- The paper presents a unified framework that integrates multi-task layout generation with human-mimicking evaluation using DMPO.
- It introduces a multimodal instruction-based generator and builds a large-scale human feedback dataset, Layout-HF100k, for robust assessments.
- Experimental results and ablation studies demonstrate that the approach outperforms existing methods, setting a new performance benchmark.
Uni-Layout: Integrating Human Feedback in Unified Layout Generation and Evaluation
Introduction to Layout Generation Challenges
The field of layout generation is pivotal in enhancing both user experience and design efficiency. Existing approaches often focus on specific task categories, resulting in limited applicability and evaluation techniques that may not align with human perception. The paper "Uni-Layout: Integrating Human Feedback in Unified Layout Generation and Evaluation" addresses these challenges by proposing a unified framework: Uni-Layout.

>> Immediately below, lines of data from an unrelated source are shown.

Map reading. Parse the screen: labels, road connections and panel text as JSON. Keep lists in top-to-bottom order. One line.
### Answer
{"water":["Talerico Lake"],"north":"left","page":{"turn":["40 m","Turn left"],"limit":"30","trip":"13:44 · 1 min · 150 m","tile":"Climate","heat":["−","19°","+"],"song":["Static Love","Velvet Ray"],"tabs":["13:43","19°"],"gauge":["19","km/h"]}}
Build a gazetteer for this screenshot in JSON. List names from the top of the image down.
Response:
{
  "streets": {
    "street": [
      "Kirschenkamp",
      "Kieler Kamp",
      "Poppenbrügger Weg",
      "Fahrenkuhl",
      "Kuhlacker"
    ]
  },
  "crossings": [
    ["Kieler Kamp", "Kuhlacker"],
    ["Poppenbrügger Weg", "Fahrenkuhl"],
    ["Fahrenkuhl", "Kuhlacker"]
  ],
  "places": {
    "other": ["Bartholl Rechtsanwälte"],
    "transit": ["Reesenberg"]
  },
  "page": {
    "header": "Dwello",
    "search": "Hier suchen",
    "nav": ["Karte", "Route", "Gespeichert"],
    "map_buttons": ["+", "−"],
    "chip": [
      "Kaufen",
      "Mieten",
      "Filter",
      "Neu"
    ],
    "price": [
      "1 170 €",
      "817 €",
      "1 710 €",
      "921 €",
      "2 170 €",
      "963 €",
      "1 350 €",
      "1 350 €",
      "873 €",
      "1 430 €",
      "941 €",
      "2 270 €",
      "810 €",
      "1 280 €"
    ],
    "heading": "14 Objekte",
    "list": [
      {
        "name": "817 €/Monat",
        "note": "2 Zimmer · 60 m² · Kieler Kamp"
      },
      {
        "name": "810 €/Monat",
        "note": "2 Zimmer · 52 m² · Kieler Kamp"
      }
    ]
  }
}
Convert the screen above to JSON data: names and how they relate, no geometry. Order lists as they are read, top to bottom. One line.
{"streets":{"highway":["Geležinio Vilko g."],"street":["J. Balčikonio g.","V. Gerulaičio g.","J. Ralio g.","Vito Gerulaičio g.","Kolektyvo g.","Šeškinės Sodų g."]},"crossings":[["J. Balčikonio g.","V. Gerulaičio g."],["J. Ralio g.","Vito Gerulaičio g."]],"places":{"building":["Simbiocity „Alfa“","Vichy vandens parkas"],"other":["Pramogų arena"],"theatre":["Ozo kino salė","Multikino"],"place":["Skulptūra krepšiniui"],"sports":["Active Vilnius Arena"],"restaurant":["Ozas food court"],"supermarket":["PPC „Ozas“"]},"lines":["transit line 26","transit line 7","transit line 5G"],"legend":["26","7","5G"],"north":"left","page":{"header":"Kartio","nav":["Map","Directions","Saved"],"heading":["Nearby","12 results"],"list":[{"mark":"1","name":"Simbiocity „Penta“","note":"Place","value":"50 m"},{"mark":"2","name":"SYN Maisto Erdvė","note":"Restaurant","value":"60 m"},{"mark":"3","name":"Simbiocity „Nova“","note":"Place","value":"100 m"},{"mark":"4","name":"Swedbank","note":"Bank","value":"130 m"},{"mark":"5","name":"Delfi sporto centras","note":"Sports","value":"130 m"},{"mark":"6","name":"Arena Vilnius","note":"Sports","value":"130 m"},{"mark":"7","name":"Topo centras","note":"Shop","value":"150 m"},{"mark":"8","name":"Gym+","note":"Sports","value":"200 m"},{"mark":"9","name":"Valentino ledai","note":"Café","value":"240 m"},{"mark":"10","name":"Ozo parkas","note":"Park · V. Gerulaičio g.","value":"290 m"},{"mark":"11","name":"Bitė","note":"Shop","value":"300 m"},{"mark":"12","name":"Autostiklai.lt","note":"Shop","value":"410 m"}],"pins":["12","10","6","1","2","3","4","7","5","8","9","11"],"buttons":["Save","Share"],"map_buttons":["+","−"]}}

Uni-Layout encompasses three core components:
- Unified Generation: Incorporates various layout tasks into a single taxonomy and utilizes natural language prompts for universal generation.
- Human-Mimicking Evaluation: Builds a large-scale human feedback dataset—Layout-HF100k—to facilitate effective evaluation aligned with human perception.
- Alignment Mechanism: Adopts Dynamic-Margin Preference Optimization (DMPO) to bridge the gap between generation outputs and human preferences.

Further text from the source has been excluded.